■ **TASK DETAILS**: Text only, exactly as given: reproduce the entries below without their pictures.
[DATASET — start]
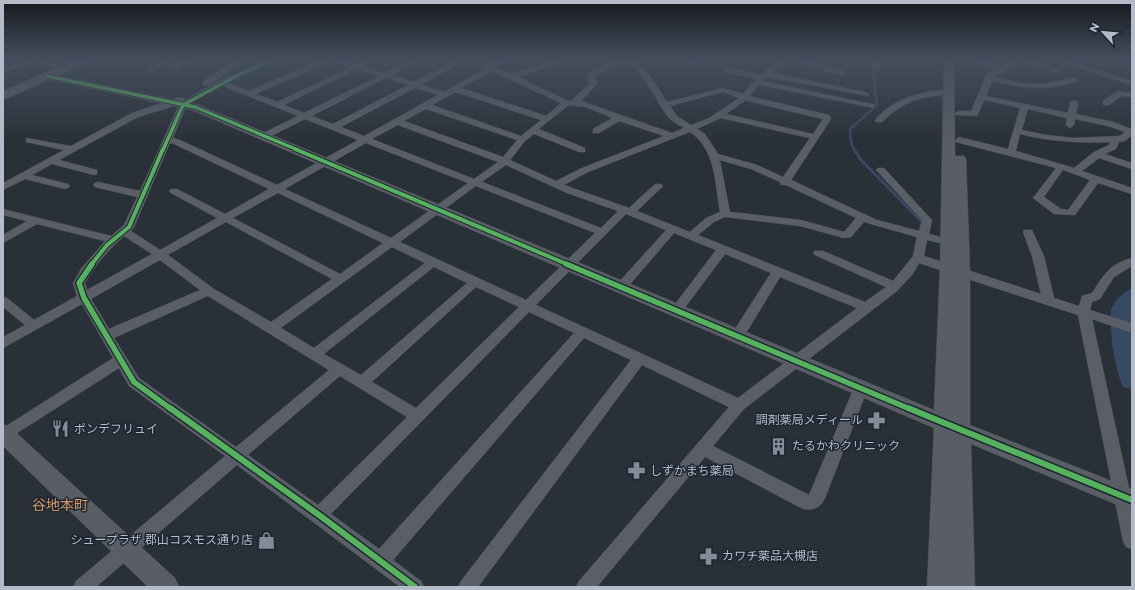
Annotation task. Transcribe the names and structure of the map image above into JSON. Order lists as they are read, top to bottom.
{
  "districts": ["谷地本町"],
  "places": {
    "pharmacy": ["調剤薬局メディール", "しずかまち薬局", "カワチ薬品大槻店"],
    "restaurant": ["ポンデフリュイ"],
    "building": ["たるかわクリニック"],
    "shop": ["シュープラザ 郡山コスモス通り店"]
  },
  "north": "top left"
}
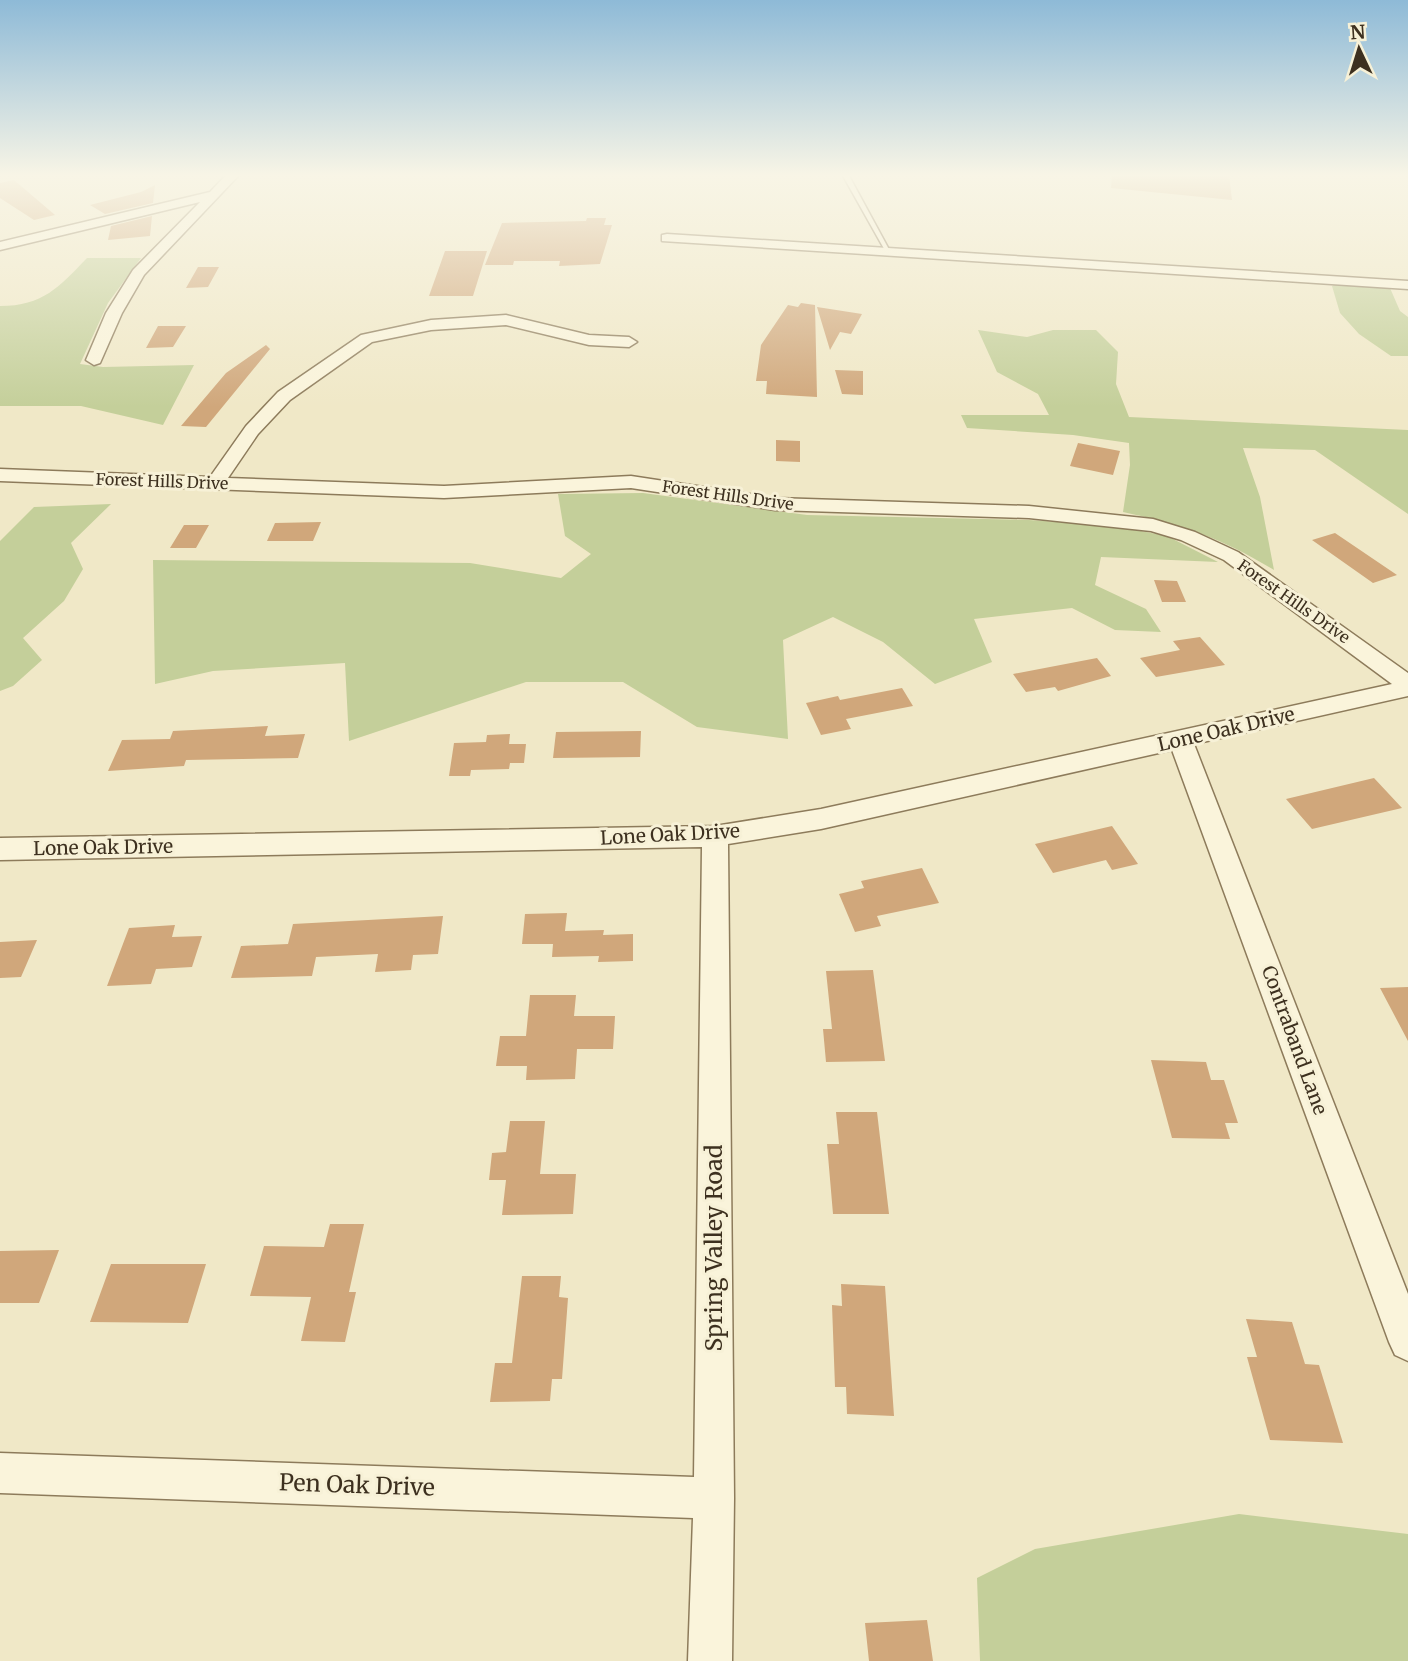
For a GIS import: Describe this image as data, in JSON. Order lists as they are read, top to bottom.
{
  "streets": {
    "street": [
      "Forest Hills Drive",
      "Lone Oak Drive",
      "Contraband Lane",
      "Spring Valley Road",
      "Pen Oak Drive"
    ]
  },
  "crossings": [
    ["Forest Hills Drive", "Lone Oak Drive"],
    ["Lone Oak Drive", "Contraband Lane"],
    ["Lone Oak Drive", "Spring Valley Road"],
    ["Spring Valley Road", "Pen Oak Drive"]
  ],
  "north": "top"
}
[DATASET — finish]
■ **RESPONSE**:
Annotation task. Transcribe the names and structure of the map image above into JSON. Order lists as they are read, top to bottom.
{
  "districts": ["谷地本町"],
  "places": {
    "pharmacy": ["調剤薬局メディール", "しずかまち薬局", "カワチ薬品大槻店"],
    "restaurant": ["ポンデフリュイ"],
    "building": ["たるかわクリニック"],
    "shop": ["シュープラザ 郡山コスモス通り店"]
  },
  "north": "top left"
}
For a GIS import: Describe this image as data, in JSON. Order lists as they are read, top to bottom.
{
  "streets": {
    "street": [
      "Forest Hills Drive",
      "Lone Oak Drive",
      "Contraband Lane",
      "Spring Valley Road",
      "Pen Oak Drive"
    ]
  },
  "crossings": [
    ["Forest Hills Drive", "Lone Oak Drive"],
    ["Lone Oak Drive", "Contraband Lane"],
    ["Lone Oak Drive", "Spring Valley Road"],
    ["Spring Valley Road", "Pen Oak Drive"]
  ],
  "north": "top"
}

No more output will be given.